About this task:
Only a number is wanted here, namely how many lines of the data contain the string "linecap".

Start of Given data

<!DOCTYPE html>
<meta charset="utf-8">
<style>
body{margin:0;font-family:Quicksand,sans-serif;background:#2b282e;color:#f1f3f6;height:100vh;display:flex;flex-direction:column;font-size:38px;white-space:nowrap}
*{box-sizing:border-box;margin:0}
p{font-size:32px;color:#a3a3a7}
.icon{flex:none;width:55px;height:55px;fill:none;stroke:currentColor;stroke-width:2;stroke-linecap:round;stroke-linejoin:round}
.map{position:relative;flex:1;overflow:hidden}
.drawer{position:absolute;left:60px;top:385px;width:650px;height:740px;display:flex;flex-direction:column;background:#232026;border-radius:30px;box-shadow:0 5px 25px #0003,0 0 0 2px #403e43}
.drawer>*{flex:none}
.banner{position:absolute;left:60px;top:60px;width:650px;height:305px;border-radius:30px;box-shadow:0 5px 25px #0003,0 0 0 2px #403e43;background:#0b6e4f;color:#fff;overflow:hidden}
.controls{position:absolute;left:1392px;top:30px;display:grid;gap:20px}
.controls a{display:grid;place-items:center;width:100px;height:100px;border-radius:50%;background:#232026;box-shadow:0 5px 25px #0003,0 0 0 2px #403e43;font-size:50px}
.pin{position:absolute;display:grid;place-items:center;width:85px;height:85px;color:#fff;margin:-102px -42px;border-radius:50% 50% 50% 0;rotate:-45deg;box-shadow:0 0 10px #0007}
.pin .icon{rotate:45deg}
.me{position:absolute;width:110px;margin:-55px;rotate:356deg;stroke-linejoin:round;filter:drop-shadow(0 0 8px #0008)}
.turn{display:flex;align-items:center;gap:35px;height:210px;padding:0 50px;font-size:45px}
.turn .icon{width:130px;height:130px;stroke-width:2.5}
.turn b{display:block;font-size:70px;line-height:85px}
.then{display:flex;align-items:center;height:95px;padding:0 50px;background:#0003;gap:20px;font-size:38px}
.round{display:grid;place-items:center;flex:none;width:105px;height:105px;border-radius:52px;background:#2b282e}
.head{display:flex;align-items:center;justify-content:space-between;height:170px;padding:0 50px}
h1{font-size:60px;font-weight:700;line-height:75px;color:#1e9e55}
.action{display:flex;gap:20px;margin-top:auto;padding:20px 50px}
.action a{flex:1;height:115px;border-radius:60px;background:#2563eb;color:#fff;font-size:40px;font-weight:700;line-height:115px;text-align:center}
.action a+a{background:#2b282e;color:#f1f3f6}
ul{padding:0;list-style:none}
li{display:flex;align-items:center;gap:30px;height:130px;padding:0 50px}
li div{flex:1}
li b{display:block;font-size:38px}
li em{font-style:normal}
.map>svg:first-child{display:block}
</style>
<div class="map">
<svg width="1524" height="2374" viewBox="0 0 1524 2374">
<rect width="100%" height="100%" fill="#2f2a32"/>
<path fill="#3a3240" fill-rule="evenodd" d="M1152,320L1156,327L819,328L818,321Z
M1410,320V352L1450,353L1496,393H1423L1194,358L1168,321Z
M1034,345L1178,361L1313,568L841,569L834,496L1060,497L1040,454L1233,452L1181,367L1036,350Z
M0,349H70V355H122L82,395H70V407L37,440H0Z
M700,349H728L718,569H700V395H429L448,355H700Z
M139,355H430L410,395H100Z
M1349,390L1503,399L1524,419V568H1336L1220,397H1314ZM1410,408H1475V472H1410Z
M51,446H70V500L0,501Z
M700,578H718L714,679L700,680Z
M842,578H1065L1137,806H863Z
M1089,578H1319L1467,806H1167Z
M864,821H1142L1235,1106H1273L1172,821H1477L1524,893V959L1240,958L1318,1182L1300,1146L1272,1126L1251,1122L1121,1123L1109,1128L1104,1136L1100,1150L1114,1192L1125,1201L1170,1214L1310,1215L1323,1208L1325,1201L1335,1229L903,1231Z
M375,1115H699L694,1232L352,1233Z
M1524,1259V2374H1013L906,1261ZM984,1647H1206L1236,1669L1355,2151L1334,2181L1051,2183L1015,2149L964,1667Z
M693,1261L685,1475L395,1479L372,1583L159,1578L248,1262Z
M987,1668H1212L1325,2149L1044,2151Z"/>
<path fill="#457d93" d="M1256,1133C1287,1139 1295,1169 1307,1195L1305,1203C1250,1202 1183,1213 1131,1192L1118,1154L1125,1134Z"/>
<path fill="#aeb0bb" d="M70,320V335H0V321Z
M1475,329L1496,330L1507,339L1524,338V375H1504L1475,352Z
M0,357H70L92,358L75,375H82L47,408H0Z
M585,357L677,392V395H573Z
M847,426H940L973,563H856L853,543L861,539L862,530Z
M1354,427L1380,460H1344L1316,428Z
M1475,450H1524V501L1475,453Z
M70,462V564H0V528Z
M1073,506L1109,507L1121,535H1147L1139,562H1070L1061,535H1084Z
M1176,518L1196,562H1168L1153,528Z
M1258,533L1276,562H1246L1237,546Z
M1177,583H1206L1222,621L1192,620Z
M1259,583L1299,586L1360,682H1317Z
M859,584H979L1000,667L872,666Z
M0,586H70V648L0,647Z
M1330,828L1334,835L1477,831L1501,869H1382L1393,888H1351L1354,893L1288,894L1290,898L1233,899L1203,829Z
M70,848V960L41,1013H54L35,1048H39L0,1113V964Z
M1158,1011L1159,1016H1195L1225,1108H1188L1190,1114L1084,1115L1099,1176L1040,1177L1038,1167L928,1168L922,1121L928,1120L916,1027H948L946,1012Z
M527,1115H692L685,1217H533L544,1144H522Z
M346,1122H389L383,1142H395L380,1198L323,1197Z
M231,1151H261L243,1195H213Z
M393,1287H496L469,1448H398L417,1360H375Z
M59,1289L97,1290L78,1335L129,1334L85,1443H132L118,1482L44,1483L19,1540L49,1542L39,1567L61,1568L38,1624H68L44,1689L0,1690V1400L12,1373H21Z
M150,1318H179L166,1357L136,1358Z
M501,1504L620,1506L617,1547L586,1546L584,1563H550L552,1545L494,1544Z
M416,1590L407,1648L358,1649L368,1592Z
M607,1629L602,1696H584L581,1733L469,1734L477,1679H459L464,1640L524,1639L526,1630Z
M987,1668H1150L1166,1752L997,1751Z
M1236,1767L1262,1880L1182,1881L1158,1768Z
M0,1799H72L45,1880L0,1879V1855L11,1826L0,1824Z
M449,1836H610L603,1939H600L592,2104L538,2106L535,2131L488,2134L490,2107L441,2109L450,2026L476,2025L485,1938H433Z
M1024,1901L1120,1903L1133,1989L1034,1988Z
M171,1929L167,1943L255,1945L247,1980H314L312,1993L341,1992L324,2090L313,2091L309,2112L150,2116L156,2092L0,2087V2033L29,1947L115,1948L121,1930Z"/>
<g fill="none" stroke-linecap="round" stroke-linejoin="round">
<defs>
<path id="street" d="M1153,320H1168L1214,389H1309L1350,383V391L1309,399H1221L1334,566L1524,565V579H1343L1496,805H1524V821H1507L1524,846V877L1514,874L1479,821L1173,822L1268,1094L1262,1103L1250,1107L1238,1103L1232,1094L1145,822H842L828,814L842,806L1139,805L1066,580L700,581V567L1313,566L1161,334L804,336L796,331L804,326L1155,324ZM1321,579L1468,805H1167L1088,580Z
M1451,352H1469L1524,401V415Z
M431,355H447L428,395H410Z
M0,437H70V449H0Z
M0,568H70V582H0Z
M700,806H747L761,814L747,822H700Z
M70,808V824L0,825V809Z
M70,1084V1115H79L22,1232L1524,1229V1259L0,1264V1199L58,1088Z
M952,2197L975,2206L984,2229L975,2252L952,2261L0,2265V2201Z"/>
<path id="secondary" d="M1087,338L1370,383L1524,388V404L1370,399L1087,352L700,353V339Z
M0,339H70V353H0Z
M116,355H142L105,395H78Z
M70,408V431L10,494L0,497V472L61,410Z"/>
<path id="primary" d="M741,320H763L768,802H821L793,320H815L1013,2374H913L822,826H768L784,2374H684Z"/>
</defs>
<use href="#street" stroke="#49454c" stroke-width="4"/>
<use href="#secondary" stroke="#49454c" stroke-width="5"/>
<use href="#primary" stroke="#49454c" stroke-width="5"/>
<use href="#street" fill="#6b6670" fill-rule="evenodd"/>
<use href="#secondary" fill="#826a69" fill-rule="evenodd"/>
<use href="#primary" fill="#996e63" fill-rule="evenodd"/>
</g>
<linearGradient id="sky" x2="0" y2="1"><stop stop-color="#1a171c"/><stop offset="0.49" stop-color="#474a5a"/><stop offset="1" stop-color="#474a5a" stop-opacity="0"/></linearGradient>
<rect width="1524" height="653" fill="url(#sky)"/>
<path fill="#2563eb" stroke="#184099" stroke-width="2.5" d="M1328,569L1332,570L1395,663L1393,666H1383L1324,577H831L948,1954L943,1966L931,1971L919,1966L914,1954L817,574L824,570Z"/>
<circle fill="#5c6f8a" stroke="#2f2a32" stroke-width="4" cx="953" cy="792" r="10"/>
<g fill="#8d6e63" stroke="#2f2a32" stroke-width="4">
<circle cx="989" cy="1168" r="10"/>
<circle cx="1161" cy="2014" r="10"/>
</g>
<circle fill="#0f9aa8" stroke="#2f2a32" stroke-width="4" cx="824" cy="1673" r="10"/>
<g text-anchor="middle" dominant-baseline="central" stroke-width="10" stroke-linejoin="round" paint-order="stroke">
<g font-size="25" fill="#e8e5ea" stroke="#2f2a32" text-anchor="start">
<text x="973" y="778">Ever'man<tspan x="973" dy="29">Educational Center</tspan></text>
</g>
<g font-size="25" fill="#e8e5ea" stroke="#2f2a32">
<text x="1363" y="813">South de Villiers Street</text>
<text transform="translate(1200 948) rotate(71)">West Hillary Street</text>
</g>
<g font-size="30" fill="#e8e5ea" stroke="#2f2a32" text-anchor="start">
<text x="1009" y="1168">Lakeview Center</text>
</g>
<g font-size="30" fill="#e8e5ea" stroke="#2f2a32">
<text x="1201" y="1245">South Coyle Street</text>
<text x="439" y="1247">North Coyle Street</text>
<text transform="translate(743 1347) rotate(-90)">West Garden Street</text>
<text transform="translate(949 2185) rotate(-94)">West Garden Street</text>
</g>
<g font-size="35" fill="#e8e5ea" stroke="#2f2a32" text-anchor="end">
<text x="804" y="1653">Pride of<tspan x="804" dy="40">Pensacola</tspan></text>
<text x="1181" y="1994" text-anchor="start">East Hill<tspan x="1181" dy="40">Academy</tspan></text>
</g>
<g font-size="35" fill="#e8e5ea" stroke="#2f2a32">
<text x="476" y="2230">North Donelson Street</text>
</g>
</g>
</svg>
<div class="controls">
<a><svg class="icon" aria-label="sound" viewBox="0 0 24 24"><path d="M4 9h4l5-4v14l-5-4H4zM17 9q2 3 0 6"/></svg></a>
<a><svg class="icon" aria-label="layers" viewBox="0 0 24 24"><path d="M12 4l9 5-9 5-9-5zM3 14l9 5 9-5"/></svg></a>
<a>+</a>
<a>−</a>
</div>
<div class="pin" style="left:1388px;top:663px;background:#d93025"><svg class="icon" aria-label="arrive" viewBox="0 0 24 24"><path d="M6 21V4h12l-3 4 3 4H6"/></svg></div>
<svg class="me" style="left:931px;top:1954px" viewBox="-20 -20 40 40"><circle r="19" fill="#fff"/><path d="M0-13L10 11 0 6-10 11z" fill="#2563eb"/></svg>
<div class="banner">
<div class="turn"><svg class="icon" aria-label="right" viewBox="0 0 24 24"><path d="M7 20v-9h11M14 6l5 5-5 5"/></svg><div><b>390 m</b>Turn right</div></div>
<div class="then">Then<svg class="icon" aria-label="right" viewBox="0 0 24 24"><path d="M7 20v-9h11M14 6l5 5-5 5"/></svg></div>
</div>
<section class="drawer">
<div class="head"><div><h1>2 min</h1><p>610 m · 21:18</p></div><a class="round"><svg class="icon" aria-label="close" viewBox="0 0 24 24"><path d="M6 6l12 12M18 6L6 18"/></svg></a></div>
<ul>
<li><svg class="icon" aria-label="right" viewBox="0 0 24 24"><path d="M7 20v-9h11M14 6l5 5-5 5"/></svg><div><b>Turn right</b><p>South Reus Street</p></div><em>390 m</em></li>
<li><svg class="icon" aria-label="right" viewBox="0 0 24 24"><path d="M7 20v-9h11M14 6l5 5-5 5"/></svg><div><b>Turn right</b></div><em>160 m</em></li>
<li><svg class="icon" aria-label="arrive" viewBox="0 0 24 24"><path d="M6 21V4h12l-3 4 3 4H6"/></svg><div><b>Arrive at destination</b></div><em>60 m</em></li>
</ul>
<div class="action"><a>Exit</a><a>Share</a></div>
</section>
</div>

End of Given data

Result below:
2